▶ [Exercise prompt]: Return all of the records exactly.

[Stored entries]
= = = = =

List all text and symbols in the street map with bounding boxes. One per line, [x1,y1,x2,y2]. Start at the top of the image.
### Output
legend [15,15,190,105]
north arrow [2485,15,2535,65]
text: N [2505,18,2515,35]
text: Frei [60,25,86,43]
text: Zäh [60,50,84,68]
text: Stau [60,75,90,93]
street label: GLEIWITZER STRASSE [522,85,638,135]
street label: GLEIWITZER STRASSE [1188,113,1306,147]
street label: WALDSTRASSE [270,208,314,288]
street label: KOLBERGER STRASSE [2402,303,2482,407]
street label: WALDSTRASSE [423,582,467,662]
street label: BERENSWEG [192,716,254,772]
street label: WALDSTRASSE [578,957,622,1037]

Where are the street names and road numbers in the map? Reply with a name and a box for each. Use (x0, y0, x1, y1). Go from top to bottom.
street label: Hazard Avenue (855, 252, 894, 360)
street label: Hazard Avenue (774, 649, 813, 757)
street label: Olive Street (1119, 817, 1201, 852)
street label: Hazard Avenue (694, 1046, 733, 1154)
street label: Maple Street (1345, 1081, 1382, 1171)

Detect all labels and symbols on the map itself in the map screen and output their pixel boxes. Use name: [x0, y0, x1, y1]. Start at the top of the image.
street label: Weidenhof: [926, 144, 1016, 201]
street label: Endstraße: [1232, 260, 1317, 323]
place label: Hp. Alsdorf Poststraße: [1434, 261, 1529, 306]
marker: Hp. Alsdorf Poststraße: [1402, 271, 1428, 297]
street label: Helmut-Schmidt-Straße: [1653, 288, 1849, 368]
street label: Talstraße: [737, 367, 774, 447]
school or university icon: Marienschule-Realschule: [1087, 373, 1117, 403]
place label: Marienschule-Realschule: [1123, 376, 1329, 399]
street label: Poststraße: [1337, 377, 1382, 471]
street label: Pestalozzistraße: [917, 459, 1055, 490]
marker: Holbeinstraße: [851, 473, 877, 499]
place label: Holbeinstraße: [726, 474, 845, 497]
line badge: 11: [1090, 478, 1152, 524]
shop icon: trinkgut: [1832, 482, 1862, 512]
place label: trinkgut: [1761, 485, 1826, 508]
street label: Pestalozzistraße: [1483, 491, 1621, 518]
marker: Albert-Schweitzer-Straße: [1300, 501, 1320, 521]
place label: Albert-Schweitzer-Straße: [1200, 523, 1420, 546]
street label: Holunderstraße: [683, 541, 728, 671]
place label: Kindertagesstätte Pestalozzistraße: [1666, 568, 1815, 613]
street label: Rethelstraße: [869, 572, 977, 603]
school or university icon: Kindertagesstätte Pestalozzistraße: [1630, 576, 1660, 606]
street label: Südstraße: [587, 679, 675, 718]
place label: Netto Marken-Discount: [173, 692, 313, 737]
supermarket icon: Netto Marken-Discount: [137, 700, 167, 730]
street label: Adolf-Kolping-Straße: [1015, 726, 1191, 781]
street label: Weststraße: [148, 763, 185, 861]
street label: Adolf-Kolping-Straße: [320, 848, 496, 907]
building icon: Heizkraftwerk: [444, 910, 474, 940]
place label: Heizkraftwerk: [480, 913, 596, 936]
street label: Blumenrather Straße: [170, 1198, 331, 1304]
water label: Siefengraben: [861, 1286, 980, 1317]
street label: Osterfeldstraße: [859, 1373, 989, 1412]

= = = = =

▶ [Result]:
List all text and symbols in the street map with bounding boxes. One per line, [x1,y1,x2,y2]. Start at the top of the image.
### Output
legend [15,15,190,105]
north arrow [2485,15,2535,65]
text: N [2505,18,2515,35]
text: Frei [60,25,86,43]
text: Zäh [60,50,84,68]
text: Stau [60,75,90,93]
street label: GLEIWITZER STRASSE [522,85,638,135]
street label: GLEIWITZER STRASSE [1188,113,1306,147]
street label: WALDSTRASSE [270,208,314,288]
street label: KOLBERGER STRASSE [2402,303,2482,407]
street label: WALDSTRASSE [423,582,467,662]
street label: BERENSWEG [192,716,254,772]
street label: WALDSTRASSE [578,957,622,1037]

Where are the street names and road numbers in the map? Reply with a name and a box for each. Use (x0, y0, x1, y1). Go from top to bottom.
street label: Hazard Avenue (855, 252, 894, 360)
street label: Hazard Avenue (774, 649, 813, 757)
street label: Olive Street (1119, 817, 1201, 852)
street label: Hazard Avenue (694, 1046, 733, 1154)
street label: Maple Street (1345, 1081, 1382, 1171)

Detect all labels and symbols on the map itself in the map screen and output their pixel boxes. Use name: [x0, y0, x1, y1]. Start at the top of the image.
street label: Weidenhof: [926, 144, 1016, 201]
street label: Endstraße: [1232, 260, 1317, 323]
place label: Hp. Alsdorf Poststraße: [1434, 261, 1529, 306]
marker: Hp. Alsdorf Poststraße: [1402, 271, 1428, 297]
street label: Helmut-Schmidt-Straße: [1653, 288, 1849, 368]
street label: Talstraße: [737, 367, 774, 447]
school or university icon: Marienschule-Realschule: [1087, 373, 1117, 403]
place label: Marienschule-Realschule: [1123, 376, 1329, 399]
street label: Poststraße: [1337, 377, 1382, 471]
street label: Pestalozzistraße: [917, 459, 1055, 490]
marker: Holbeinstraße: [851, 473, 877, 499]
place label: Holbeinstraße: [726, 474, 845, 497]
line badge: 11: [1090, 478, 1152, 524]
shop icon: trinkgut: [1832, 482, 1862, 512]
place label: trinkgut: [1761, 485, 1826, 508]
street label: Pestalozzistraße: [1483, 491, 1621, 518]
marker: Albert-Schweitzer-Straße: [1300, 501, 1320, 521]
place label: Albert-Schweitzer-Straße: [1200, 523, 1420, 546]
street label: Holunderstraße: [683, 541, 728, 671]
place label: Kindertagesstätte Pestalozzistraße: [1666, 568, 1815, 613]
street label: Rethelstraße: [869, 572, 977, 603]
school or university icon: Kindertagesstätte Pestalozzistraße: [1630, 576, 1660, 606]
street label: Südstraße: [587, 679, 675, 718]
place label: Netto Marken-Discount: [173, 692, 313, 737]
supermarket icon: Netto Marken-Discount: [137, 700, 167, 730]
street label: Adolf-Kolping-Straße: [1015, 726, 1191, 781]
street label: Weststraße: [148, 763, 185, 861]
street label: Adolf-Kolping-Straße: [320, 848, 496, 907]
building icon: Heizkraftwerk: [444, 910, 474, 940]
place label: Heizkraftwerk: [480, 913, 596, 936]
street label: Blumenrather Straße: [170, 1198, 331, 1304]
water label: Siefengraben: [861, 1286, 980, 1317]
street label: Osterfeldstraße: [859, 1373, 989, 1412]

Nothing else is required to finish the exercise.